Use aggregated or modeled audiences instead of individual-level tracking. Google's Enhanced Conversions and Meta's Conversions API both offer ways to measure ad performance using aggregated, privacy-safe data rather than individual user tracking. These approaches reduce the granularity of what is transmitted while preserving enough signal to optimize campaigns.
Route data through a HIPAA-compliant intermediary. Platforms like Freshpaint act as a privacy layer between your website and advertising platforms. They intercept data before it is transmitted, strip out or hash identifying information, and only pass along what is permissible. This allows you to maintain retargeting and conversion tracking functionality without exposing PHI directly to platforms that will not sign a BAA.

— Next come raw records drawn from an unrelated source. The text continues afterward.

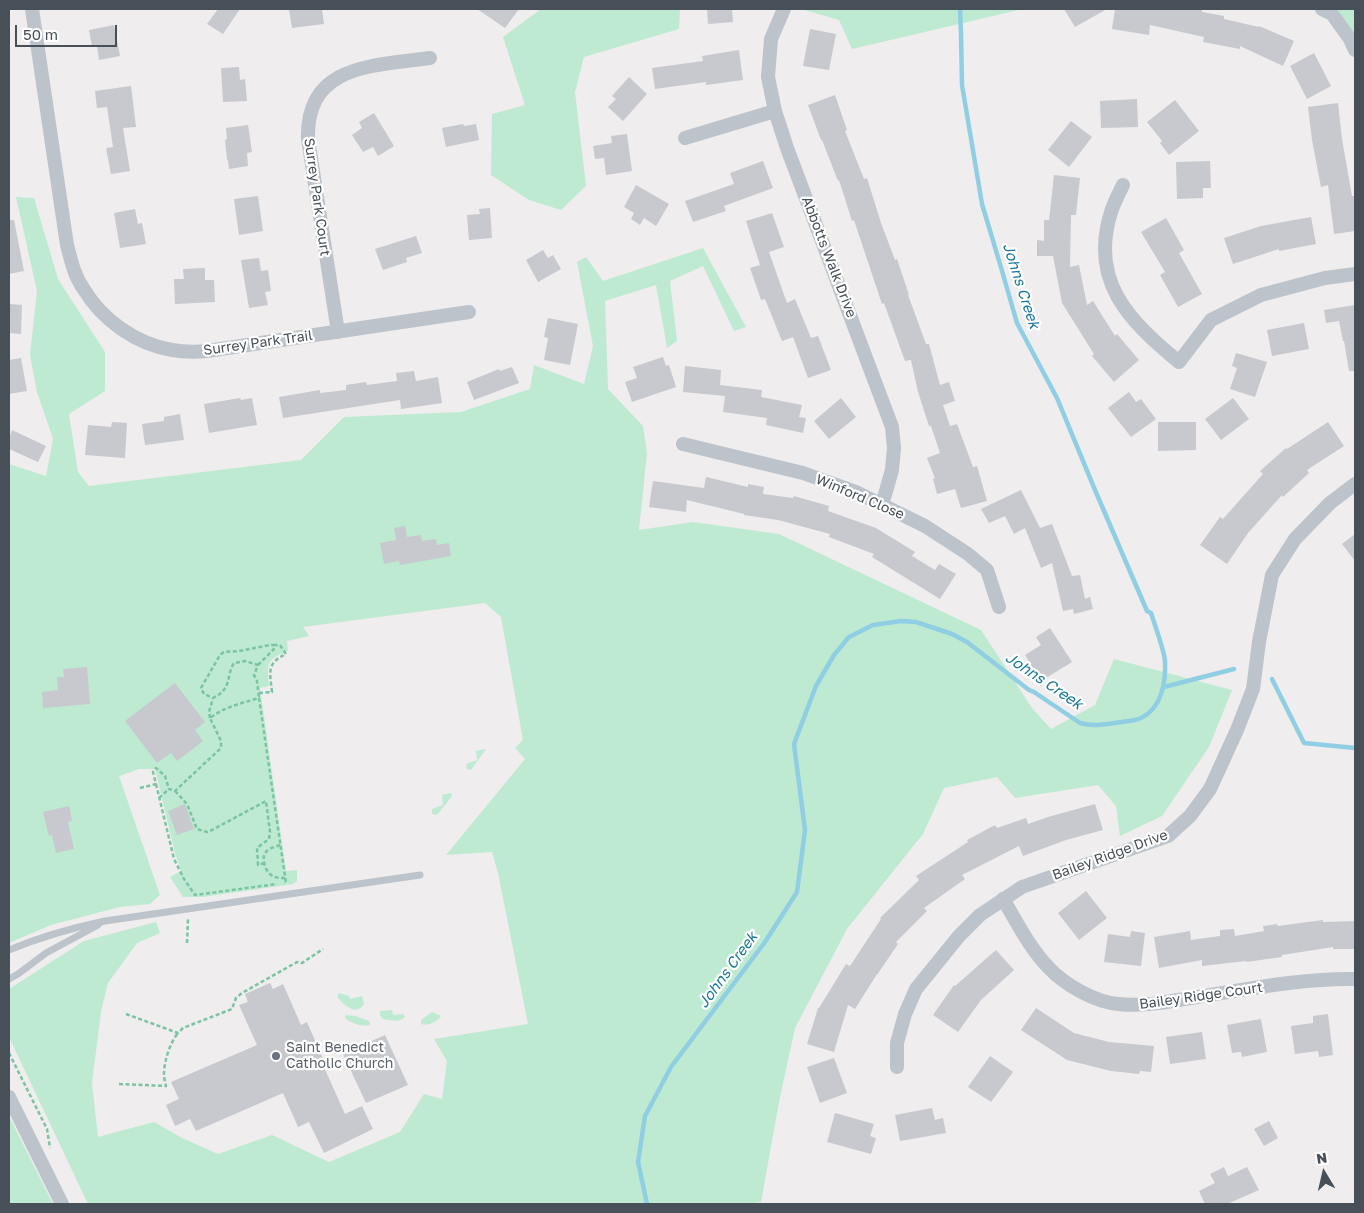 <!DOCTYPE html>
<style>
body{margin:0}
#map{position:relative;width:1364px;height:1213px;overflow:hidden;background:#efeded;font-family:"Golos Text",sans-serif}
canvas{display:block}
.frame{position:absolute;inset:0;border:10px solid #474f58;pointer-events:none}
.north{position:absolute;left:1299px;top:1148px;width:50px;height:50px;-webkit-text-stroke:4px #fff;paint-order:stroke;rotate:351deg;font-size:14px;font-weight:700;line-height:20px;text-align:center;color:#474f58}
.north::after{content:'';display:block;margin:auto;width:18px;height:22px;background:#474f58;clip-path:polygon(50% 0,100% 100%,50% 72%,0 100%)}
.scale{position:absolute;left:15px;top:25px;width:102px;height:22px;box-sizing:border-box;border:2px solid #474f58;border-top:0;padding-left:6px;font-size:15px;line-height:18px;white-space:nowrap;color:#474f58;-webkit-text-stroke:4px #fff;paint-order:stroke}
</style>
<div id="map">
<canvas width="1364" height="1213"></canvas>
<div class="frame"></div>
<div class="north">N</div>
<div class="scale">50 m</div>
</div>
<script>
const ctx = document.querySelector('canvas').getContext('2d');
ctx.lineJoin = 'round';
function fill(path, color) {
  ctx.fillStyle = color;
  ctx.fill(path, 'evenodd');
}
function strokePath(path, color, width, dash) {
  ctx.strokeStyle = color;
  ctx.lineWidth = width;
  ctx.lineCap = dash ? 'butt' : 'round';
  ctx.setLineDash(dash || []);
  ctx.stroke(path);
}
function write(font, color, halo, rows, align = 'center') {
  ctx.font = font + ' "Golos Text",sans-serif';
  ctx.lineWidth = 4.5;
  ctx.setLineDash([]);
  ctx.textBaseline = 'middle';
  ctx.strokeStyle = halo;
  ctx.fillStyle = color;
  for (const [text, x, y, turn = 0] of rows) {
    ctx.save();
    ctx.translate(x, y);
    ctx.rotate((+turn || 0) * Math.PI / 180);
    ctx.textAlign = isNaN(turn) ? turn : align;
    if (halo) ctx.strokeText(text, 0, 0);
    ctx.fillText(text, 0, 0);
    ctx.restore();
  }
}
fill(new Path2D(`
 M541,9H680L679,29L584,57L575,92L586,186L561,210L529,200L491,175L492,114L525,105L503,37Z
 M801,9H1023L852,49L839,20Z
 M1336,9H1355V35Z
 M16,197L34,198L58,279L105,352V391L69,414L78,472L89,486L301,460L344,417L461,412L530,389L534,365L584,384L593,346L577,262L586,257L603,281L703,248L746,327L734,331L703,266L670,281L677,341L667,348L656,285L605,301L608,389L643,426L647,453L639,530L693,522L779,534L981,630L1032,708L1051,729L1095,705L1114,659L1232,690L1209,747L1162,816L1120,836L1116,806L1098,785L1015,798L997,777L944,788L923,834L847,929L795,1028L779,1102L761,1202L744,1204H88L9,1037V989L84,941L156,922L160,933L137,943L108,983L101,1012L92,1083L98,1137L154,1122L182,1138L218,1154L272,1135L329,1162L400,1132L424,1094L442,1099L447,1061L434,1039L528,1024L498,873L492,852L446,855L525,759L515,748L523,740L501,617L485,603L303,627L309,636L287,641L288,651C266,659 267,664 269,686L260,688L286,871L297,870V881L293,884L203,897H183L170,877L181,871L175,853L155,769H139L119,776L160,895L150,904L120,907L51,925L9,943V464L46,476L53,439L37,392L30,355L37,291Z
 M486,749L471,770L467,769L466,764L477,760L476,751Z
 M451,793L452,796L437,815L432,814V809L443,805L442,795Z
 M338,993L349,996L350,999L362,996L364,1004C356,1016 345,1006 338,998Z
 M392,1010L393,1015L403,1014L405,1017C399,1023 391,1020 383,1019L380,1015V1011Z
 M432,1012L441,1016C437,1022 429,1026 421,1024V1020Z
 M346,1015L355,1016L369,1021L370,1023V1025C361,1027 351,1023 345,1018Z
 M9,1115L10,1118L53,1204H9Z`), '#beead1');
strokePath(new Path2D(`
 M1272,679L1304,743L1355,748
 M1164,687L1234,669
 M647,1204L638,1162L645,1116L671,1067L765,942L797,892L805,830L794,744L816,686L834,655L849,637L873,625L901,621L916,622L952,634L967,642L1029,690L1034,692L1080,723C1094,727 1108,724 1122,722C1128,721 1135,721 1141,718C1162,708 1166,682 1165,661C1164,649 1155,626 1151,613L1147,611L1095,490L1057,398L1017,323L1000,264L982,204L962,85L961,34L960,9`), '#8fcee3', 4.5);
fill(new Path2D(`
 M218,9H240L223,34L207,24Z
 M296,9H322L324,24L292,28L289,10Z
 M477,9H519L505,28Z
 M707,9H732L733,22L708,24Z
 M1064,9H1107L1075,27Z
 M1115,9H1202V12L1224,16V19L1259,27V26L1294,41L1283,66L1240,46V49L1203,42L1204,37L1150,25L1149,35L1112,29Z
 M114,25L120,56L99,60L97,46L92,47L89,30Z
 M810,29L836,34L829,70L803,66Z
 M739,50L743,80L706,85V82L655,89L652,68L703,61L702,56Z
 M1314,53L1331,86L1307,99L1290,66Z
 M239,67L240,80L245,79L247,101L223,102L221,68Z
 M629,77L647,94L623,121L608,107L616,99L612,96Z
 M131,86L136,127L123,128L130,171L111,174L106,148L113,147L107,107L97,108L95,91Z
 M835,95L847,130L845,131L864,179L867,178L881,223L895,260L897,259L909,295H908L926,344H929L940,385L949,382L955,401L943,405L950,426L957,424L973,467L977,466L987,501L961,508L955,489L937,494L933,479L935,478L927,458L940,453L931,426H929L918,392L911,360L905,361L884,303L882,304L854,220L852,221L839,180L838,181L822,140H821L808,105Z
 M1137,99L1138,127L1101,128L1100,101Z
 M1175,100L1199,131L1169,155L1160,143L1162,141L1147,122Z
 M1338,103L1342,139L1352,196H1355V231L1334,234L1328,185L1321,187L1312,140L1308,107Z
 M374,113L394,146L378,156L373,147L363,152L352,135L362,128L359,122Z
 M1071,121L1092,137L1069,167L1048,150Z
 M463,124L464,126L476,124L479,140L446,147L442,128Z
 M248,125L252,152L247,153L248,166L229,169L228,160H227L225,140L227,139L226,128Z
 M627,134L632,171L606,175L604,158L595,159L593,146L612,143L611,136Z
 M763,161L773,188L724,206L726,211L693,222L685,201L734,184L730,173Z
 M1210,161L1211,188H1203V198L1177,199L1176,162Z
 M1054,175L1080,178L1076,215H1071L1070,267L1079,265L1087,305L1093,301L1115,336L1117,334L1139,360L1114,382L1092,356L1094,354L1062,303L1053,256H1037V240L1044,241V220H1049Z
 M636,185L669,204L656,226L644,218L640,225L631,219L634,213L624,207Z
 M258,196L263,231L239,235L234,199Z
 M490,208L492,238L469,240L467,215L480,214L479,209Z
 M135,209L138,224L142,223L146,244L120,248L114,213Z
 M772,213L784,247L769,252L787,303L795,299L811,338L818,336L831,370L808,378L793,337L782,341L765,299L761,300L750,268L760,265L746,221Z
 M1311,217L1316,244L1279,251V249L1233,264L1224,238L1261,226Z
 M1166,218L1184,250L1179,253L1202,294L1178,307L1160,275L1165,272L1141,232Z
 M9,220H14L24,271L9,274Z
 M416,236L422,253L406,258L407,262L383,270L375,249Z
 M543,250L548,258L553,255L561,269L538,282L526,260Z
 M259,258L261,271L268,270L271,291L265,292L268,305L249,308L241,260Z
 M205,268V280H214L215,302L175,304L174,279H184L183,269Z
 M9,304L22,305L21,334L9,333Z
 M1355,305V371H1349L1344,341H1343L1339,321L1326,323L1324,310Z
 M548,318L578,324L570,365L544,360L548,338L544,337Z
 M1304,323L1309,349L1272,356L1267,330Z
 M1236,353L1267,362L1255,397L1230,389L1237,368L1232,366Z
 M663,357L666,366L669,365L676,387L632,402L625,382L637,378L633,367Z
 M21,358L27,391L9,394V360Z
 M685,366L721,370L720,385L762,390L761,397L802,405L799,417L806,418L803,433L766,425L767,418L723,412L725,396L683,392Z
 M512,367L519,383L474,400L467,382L499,369L500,371Z
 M414,371L416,381L438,377L442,403L401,409L400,400L283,418L279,397L320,390V393L346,390V385L366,382L367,385L397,381L396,373Z
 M1129,392L1136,402L1141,399L1156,419L1131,437L1108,408Z
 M240,398L241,400L252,398L257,425L209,433L204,404Z
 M841,398L856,417L829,439L814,421Z
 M1233,398L1249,419L1221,440L1205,419Z
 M180,414L184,440L145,445L142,424L164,421V417Z
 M112,422L127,423L125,458L85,455L88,425L111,427Z
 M1158,422H1196V450L1158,451Z
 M1328,422L1344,446L1307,470L1309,473L1283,497L1282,495L1248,533L1227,564L1200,545L1220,517L1223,519L1263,474L1260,471L1286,448L1287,449Z
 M12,430L46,446L38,462L9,449V438Z
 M706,477L748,487V484L764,487L763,494L793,498L794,496L829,506L828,511L876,528L915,552L912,556L935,570L939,564L956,574L940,599L872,557L874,554L829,537L830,534L778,520L744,515V514L687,500L686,512L649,507L653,481L704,488Z
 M1021,490L1040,528L1052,524L1072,576L1080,575L1085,599L1090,597L1093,609L1074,614L1073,609L1063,611L1052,563L1041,568L1025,528L1014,534L1005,516L989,523L981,509Z
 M405,526L407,537L421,535L422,541L436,539L437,545L449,543L451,556L400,565L399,561L384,564L380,543L396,540L394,528Z
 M1355,534V561L1342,544Z
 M1050,628L1072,662L1041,681L1025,655L1041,645L1036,637Z
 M87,667L90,704L43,708L42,692L58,690L57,677H64L63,669Z
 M175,683L205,722L195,730L203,741L177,761L171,753L157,763L125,721Z
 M185,804L194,829L177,835L168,811Z
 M1095,804L1103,830L1066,840L1023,856L1019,846L962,875L965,879L924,908L927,911L896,942L898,944L877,975V974L855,1009L848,1005L834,1052L807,1044L818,1008H819L846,964L850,966L881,919L880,918L919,880L916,876L968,842L967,840L995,825L997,828L1026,818L1028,824L1048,817Z
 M69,806L72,821L68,822L74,849L56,853L52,835L49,836L43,812Z
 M1086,891L1107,918L1079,940L1058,913Z
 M1323,920V922L1355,921V949H1333V947L1282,955V957L1246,962V961L1202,966V960L1159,968L1154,937L1190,931L1191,940L1220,936V930L1234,929L1235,936L1264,931L1263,926L1277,924L1278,926Z
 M1131,931L1145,933L1141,966L1104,962L1108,934L1130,937Z
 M996,950L1014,970L981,1000L958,1032L933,1015L954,985L955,986Z
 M270,983L273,989L283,984L301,1025L307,1022L326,1066L324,1067L345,1114L362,1106L373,1129L324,1153L309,1122L298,1127L283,1093L196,1131L190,1119L175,1126L166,1105L179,1099L171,1082L257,1045L239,1005L248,1002L245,994Z
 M1036,1008L1074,1033L1109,1042L1154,1046L1151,1072L1140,1071L1139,1074L1111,1071L1067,1060L1021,1030Z
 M1328,1014L1333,1055L1319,1057L1318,1051L1295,1054L1291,1026L1313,1023V1016Z
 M1261,1019L1267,1052L1242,1057L1241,1052L1232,1053L1227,1025Z
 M1202,1032L1206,1059L1170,1064L1166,1037Z
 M385,1035L408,1085L366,1103L343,1054Z
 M990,1056L1013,1072L991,1102L968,1087Z
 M834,1058L847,1093L820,1103L807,1067Z
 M932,1108L935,1120L943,1118L946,1133L900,1141L895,1115Z
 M835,1113L874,1124L870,1136L876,1138L871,1154L827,1142Z
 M1269,1121L1278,1138L1264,1146L1254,1129Z
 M1224,1167L1228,1176L1247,1167L1259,1190L1227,1204H1205L1199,1191L1215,1183L1210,1174Z`), '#c7c9cf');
strokePath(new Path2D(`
 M258,665L275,648L274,645H270L239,651L224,652L220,655L201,688L204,694L213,698C233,688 225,678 234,663L245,661L258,665L254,675L257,681L259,698
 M259,693L272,692C270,673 266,663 286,654L280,645H274
 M210,718L209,712L213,698
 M156,784L174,859L184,879L195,895L277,884
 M140,788L156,784L153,772L156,768L165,776L169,789L175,791L221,748V741L210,718C224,707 242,703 259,698L286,883H284
 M175,791L187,804L197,829L207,832L212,830L266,801L270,832L269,839L257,848L258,865L264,863
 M159,798L169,789
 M280,845C275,847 269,848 266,852C261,857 265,870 270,874C274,878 280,878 285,878
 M187,943L188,919
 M126,1014L178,1033L183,1028L232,1009L236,998L242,993L297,962L302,963L323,949
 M9,1053L47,1129L50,1148
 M119,1084L166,1086C165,1082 164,1078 164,1074C164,1061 170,1043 178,1033`), '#7ac4a2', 2.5, [4, 2.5]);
strokePath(new Path2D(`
 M9,950C40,937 72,928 105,921L420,875
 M9,979L18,974L46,953L98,925`), '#bcc3cb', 7);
strokePath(new Path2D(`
 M32,9L67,245C71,260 74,275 83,288C102,320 136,344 172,350C184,352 196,352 207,351L469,312
 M784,9L771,39L768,77L775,111L787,148L892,427L894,448L892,470L882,505
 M1322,9L1332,14L1350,39L1355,50
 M685,138L775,111
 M1123,185C1119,193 1115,201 1112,209C1088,280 1128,320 1179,362L1211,320L1261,295L1325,278L1355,274
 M338,332L308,139C306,64 373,66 430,58
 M683,444L803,473L856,492L925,526L968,554L987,570L999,607
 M1003,899C1017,922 1030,949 1049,968C1065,985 1095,1002 1118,1004C1145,1007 1171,1001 1197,997C1249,989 1303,978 1355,979
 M897,1067V1043L905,1014L916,989L959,936L980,915L1022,887L1168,836L1190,816L1210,789L1237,730L1253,689L1259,642L1272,575L1295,539L1330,503L1355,484
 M9,1097L62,1204`), '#bcc3cb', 14);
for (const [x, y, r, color] of [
 [276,1056,5,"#6b7280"]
]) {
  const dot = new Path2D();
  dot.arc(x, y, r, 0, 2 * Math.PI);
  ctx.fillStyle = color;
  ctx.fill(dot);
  strokePath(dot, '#fff', 2);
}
write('14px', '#474f58', '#fff', [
 ["Surrey Park Court",317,197,82],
 ["Abbotts Walk Drive",829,257,69],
 ["Surrey Park Trail",258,343,-8],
 ["Winford Close",860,497,23],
 ["Bailey Ridge Drive",1110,855,-20],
 ["Bailey Ridge Court",1201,996,-8]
]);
write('14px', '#5b616d', '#fff', [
 ["Saint Benedict",286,1048],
 ["Catholic Church",286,1064]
], 'left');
write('italic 15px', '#197999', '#fff', [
 ["Johns Creek",1021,286,72],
 ["Johns Creek",1044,681,34],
 ["Johns Creek",728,970,-54]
]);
</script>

Use contextual targeting instead of behavioral targeting. Contextual advertising places your ads based on the content of the page being viewed — not on the past behavior of the viewer. A physician specializing in cardiology can advertise on pages about heart health without needing to track anyone. This approach entirely sidesteps the PHI problem and is often more effective for reaching patients in active research mode.
What About Patient Lists?
Some practices consider uploading patient email lists to Google or Meta to create custom audiences for retargeting. This is a separate issue and carries its own significant risks.
Uploading a patient list to an advertising platform constitutes a disclosure of PHI to a third party. Without a BAA in place — and neither Google nor Meta signs BAAs for advertising products — this is not permissible under HIPAA regardless of how the list is used afterward. Even hashed email addresses derived from patient records carry risk if the originating data is PHI.
Patient lists should not be uploaded to advertising platforms. If you want to re-engage existing patients, email is the appropriate channel — provided your email platform has a BAA and is configured correctly.
Conversion Tracking vs. Retargeting
These two functions are often conflated because they use similar technology, but they serve different purposes and carry different risk profiles.
Conversion tracking measures whether someone who saw your ad took a desired action — such as submitting a contact form or calling your office. Retargeting serves ads to people who previously visited your site. Both involve pixels, but conversion tracking is about measuring outcomes while retargeting is about re-engaging individuals.
Both require careful configuration in a healthcare context, but retargeting carries higher inherent risk because it involves building audience profiles based on health-related page visits. Conversion tracking can often be configured in a more privacy-safe way without abandoning it entirely.
How Doctor Rebrand Handles This
We do not advise practices to abandon paid advertising or retargeting. We advise them to use it correctly. That means evaluating which pages carry PHI risk, configuring pixel placement accordingly, selecting the right intermediary tools where needed, and making sure the advertising strategy does not depend on data that should never have been collected in the first place.
Every practice we work with that runs paid advertising gets a tracking audit as part of our onboarding process. In most cases, we find pixels firing on pages they should not be on — not because anyone made a reckless decision, but because default configurations are not built with healthcare compliance in mind.
The Bottom Line
Retargeting is a legitimate and valuable tool for patient acquisition. The goal is not to avoid it — the goal is to use it in a way that does not create legal exposure for your practice.
The configuration decisions that determine compliance are not visible to patients, and they are not something most website developers or general marketing agencies think about. In healthcare marketing, the setup matters as much as the strategy. Getting it right from the beginning is far less costly than addressing a breach after the fact.